The tragedy for the wider West – which is a more globalised idea than place these days – is that given the scope of twenty-first century geopolitical competition the United States needs capable allies who share the American belief that ‘defence’ is an essentially offensive posture. If the future of European defence rests on Germany, the very idea of ‘defence’ would be so different from that of the Americans; over time Washington would want little or no part in it. The danger is that in post-modern Europe much of the European population also comes to shares the view that Europe is more secure than it really is and does not thus need defending.

What can be done? If the future of European defence is to be assured it will require a new US-European strategic partnership that is, in turn, established on a reinvigorated US-German relationship. This is unlikely with Chancellor Merkel and President Trump in charge, but it must be the long-term aim.

Therefore, the search must begin for a new and broad concept of deterrence and defence.  It will be a concept that spans a spectrum of both civilian and military capability and capacity to make European society not just harder, but more resilient. As such, deterrence and defence would stretch across an information-action nexus and redefine the very idea of defence in the twenty-first century as one that combines hybrid, cyber and hyper elements and extends from the low end of conflict to its very highest reaches.

Whilst Germany would be a vital ‘leader’ in the development of European resilience it is likely to fall to Britain and France to offer the United States the real military partnerships it seeks and needs at the higher end of the conflict spectrum. Consequently, the future of European defence is likely to be established on coalitions of the willing.

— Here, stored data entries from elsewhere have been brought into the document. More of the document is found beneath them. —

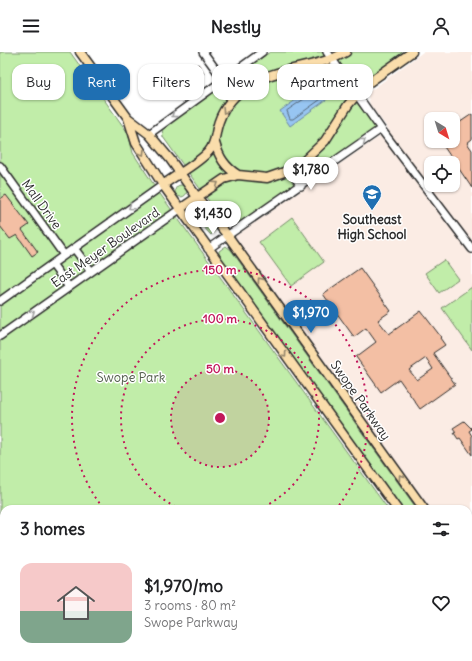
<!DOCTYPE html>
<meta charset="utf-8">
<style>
body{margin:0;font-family:Delius,sans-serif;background:#f2f2f2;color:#202124;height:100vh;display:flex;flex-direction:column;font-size:15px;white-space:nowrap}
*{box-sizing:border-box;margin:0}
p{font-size:13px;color:#757577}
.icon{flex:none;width:22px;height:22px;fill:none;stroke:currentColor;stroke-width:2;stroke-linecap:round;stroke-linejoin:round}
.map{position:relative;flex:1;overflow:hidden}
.details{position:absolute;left:0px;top:453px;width:472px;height:156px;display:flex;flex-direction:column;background:#fff;border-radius:12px 12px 0 0;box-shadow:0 1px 3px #0004}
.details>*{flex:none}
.hud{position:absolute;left:12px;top:12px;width:448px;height:36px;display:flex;gap:8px}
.needle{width:26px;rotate:142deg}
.buttons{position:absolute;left:424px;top:60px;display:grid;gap:8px}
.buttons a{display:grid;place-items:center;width:36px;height:36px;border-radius:8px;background:#fff;box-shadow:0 1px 3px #0004;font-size:20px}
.price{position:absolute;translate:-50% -34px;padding:0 9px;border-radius:14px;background:#fff;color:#222;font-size:13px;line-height:26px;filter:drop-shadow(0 1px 2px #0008)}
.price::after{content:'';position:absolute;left:50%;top:24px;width:12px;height:9px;margin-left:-6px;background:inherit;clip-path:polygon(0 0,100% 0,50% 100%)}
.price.on{background:#1f6fb2;color:#fff}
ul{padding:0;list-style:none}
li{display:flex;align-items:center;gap:12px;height:100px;padding:0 20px}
li span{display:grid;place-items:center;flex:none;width:112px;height:80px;border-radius:12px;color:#555}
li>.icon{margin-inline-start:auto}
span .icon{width:48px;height:48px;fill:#fffc;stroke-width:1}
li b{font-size:17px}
h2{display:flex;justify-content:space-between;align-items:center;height:48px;padding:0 20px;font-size:17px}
.pill{padding:0 14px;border-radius:12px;background:#fff;box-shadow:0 1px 3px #0004;font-size:14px;line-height:36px}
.pill.on{background:#1f6fb2;color:#fff}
header{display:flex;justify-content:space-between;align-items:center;height:52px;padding:0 20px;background:#fff;font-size:18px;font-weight:700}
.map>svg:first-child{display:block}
</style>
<header><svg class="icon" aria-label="menu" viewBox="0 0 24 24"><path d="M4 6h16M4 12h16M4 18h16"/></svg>Nestly<svg class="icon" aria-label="person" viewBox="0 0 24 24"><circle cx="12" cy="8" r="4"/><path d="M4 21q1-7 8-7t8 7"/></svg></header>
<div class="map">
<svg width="472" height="609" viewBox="0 0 472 609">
<rect width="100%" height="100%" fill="#fff"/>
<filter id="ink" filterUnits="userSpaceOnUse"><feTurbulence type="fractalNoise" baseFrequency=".025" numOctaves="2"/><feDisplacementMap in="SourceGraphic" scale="8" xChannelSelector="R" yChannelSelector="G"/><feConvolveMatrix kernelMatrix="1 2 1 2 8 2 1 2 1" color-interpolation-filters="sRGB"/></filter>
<g filter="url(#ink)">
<!-- built -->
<path fill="#fbece4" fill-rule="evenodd" d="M 423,0 L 472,0 L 472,466 L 468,468 L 468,457 L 429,457 L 234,185 L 389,78 L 370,53 L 368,45 L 370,39 ZM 431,67 L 453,67 L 453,89 L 431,89 ZM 431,111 L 453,111 L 453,133 L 431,133 Z"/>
<!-- green -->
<path fill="#c1eda9" stroke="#768c6a" d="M 0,0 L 70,0 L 128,81 L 133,101 L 158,139 L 388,457 L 4,457 L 4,605 L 326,605 L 320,609 L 0,609 Z
M 270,0 L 323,0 L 343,6 L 352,0 L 406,0 L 351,44 L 377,76 L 235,174 L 226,173 L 163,85 L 162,77 Z
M175 139a6 6 0 1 1 12 0a6 6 0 1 1-12 0Z
M 198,153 L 204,160 L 195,166 L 189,160 Z
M 205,162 L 216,177 L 211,183 L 197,168 Z
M 292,165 L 324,210 L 291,234 L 259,190 Z
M 226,194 L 231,198 L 417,457 L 401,457 L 219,203 L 219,199 Z
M 444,208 L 458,227 L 439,241 L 425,221 Z
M 472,235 L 472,298 L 442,256 Z
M 340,605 L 365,605 L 359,609 L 334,609 Z"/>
<!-- water -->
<path fill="#97c5f2" stroke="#6c87a2" d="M 320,31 L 322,33 L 326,32 L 330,35 L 331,39 L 329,43 L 330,45 L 290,74 L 280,59 Z"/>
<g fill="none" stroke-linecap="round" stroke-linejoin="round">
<!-- shore -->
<path stroke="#56697b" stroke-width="1" d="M 319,37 L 326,38 L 324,45 L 293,67 L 290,67 L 287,59 Z"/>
</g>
<!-- building -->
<path fill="#f3bfa4" stroke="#2b2b2b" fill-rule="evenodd" d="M 198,12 L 204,21 L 179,40 L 172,30 Z
M 472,62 L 472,87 L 467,91 L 472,98 L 472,136 L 440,89 L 453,89 L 453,75 Z
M 6,143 L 29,173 L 22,178 L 38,200 L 32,204 L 17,183 L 10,187 L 0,174 L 0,147 Z
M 360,216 L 391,259 L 378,268 L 389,282 L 421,259 L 441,285 L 440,286 L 445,293 L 433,301 L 455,332 L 420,357 L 399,327 L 381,340 L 356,305 L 376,290 L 366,276 L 354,285 L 323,242 ZM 426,306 L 433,317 L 417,328 L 409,318 Z
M 464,369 L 472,377 L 469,379 L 472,384 L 472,403 L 460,386 L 458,387 L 454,381 L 456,380 L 453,376 Z"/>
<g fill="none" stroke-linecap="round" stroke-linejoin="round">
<defs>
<path id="minor" d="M 203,0 L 235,44
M 327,0 L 381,77 L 472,197
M 149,82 L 262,0
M 0,114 L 64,203
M 290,118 L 301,134
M 74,196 L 91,219
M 208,197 L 381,77
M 52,212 L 69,235
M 0,249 L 163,133
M 0,284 L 180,157"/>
<path id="major" d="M 80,0 L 128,66 L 149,82 L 170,107 L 197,145 L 228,184 L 424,457
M 128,66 L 136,91 L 163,133 L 397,457
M 215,91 C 219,105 225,115 238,123
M 163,133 C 176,123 199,111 209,99 C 215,92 215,85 217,76 C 221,59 232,45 246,35 C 277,14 314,18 346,0
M 180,157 L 224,127 L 238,123 L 267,126 L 290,118 L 303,110 L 325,89 L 348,53 L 364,34 L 412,0
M 468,519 L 472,525
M 468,541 L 472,539
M 468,557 L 472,562
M 325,609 L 331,605
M 370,609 L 376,605"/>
</defs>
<!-- minor casing -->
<use href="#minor" stroke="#2b2b2b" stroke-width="10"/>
<!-- major casing -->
<use href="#major" stroke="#2b2b2b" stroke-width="11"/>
<!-- minor -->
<use href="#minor" stroke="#fff" stroke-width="7"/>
<!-- major -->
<use href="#major" stroke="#faddab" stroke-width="8"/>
</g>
<!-- one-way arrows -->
<defs><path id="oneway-chevron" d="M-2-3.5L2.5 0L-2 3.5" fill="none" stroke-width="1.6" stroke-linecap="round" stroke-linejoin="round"/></defs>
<g stroke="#92846b">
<use href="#oneway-chevron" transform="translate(225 59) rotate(122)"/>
<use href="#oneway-chevron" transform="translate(142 101) rotate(58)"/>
<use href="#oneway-chevron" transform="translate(216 132) rotate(-34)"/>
<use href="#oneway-chevron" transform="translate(260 228) rotate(-126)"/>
<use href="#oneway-chevron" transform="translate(284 303) rotate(54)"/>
<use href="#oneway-chevron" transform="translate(401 425) rotate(-126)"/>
</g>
<g stroke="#a0a0a0">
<use href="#oneway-chevron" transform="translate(174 63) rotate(144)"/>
<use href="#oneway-chevron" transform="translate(363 89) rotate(-36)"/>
<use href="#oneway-chevron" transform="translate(131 155) rotate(145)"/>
<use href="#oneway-chevron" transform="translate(32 261) rotate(-35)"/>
</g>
</g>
<!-- distance rings -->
<circle cx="220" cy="366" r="49" fill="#c2185b" fill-opacity=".12"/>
<g fill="none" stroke="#c2185b" stroke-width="2" stroke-dasharray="2 4">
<circle cx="220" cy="366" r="49"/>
<path d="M181 457A99 99 0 1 1 259 457"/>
<path d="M103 456A148 148 0 1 1 337 456"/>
</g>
<!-- icons -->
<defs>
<symbol id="school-pin" viewBox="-11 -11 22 30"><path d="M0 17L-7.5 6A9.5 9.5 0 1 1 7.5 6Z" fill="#1f6fb2" stroke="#fff"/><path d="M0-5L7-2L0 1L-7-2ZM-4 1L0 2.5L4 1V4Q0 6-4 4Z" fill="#fff"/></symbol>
</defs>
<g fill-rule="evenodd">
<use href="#school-pin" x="361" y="131" width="22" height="30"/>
</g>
<g text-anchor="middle" stroke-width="3" stroke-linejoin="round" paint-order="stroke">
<!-- street labels -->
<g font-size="13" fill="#2b2b2b" stroke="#fff">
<text transform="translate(42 152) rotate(54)" y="5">Mall Drive</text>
<text transform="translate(105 195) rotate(-35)" y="5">East Meyer Boulevard</text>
<text transform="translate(361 348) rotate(55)" y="5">Swope Parkway</text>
</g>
<!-- poi labels -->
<g font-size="13" font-weight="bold" fill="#2b2b2b" stroke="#fff">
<text x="372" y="172">Southeast<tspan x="372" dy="15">High School</tspan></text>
</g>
<!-- park labels -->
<g font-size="13" fill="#505c4a" stroke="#fff">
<text x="131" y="330">Swope Park</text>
</g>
</g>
<circle cx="220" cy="366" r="6" fill="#c2185b" stroke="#fff" stroke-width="2"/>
<g font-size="12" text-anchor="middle" font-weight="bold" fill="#c2185b" stroke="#fff" stroke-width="3" stroke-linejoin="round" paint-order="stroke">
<text x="220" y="222">150 m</text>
<text x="220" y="271">100 m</text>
<text x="220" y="321">50 m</text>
</g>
</svg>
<div class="buttons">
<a><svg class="needle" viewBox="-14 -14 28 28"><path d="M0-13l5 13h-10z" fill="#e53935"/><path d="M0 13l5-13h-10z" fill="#757577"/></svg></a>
<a><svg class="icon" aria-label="locate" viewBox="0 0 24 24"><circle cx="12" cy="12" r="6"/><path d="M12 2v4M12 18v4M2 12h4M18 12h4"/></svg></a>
</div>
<b class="price" style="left:311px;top:139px">$1,780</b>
<b class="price" style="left:213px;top:183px">$1,430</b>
<b class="price on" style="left:311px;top:282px">$1,970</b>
<div class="hud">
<a class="pill">Buy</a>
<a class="pill on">Rent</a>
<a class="pill">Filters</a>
<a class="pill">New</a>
<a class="pill">Apartment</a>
</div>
<section class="details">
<h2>3 homes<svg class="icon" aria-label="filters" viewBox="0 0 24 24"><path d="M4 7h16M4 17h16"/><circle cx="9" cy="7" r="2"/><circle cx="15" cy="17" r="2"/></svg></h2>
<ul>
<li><span style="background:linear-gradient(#f6c9c9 60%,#7fa58c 0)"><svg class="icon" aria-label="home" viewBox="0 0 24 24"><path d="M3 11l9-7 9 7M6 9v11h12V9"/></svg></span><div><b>$1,970/mo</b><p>3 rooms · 80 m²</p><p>Swope Parkway</p></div><svg class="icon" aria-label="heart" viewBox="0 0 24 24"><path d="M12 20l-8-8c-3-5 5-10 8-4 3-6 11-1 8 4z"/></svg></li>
</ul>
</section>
</div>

What is urgently needed now is a new ‘no regrets’ US-European agenda for the future of European defence that encompasses strategy, policy, technology and resource. It should be an agenda that would critically seek to rekindle the vital partnership between the state and citizen and which would also confirm the role of military power as the hard bedrock of credibility upon which the future defence of Europe must continue to rest. It is an agenda that would also confirm that the future defence of Europe must still be cradled within a transatlantic relationship that is also changing and dynamically so. All that is needed is leadership.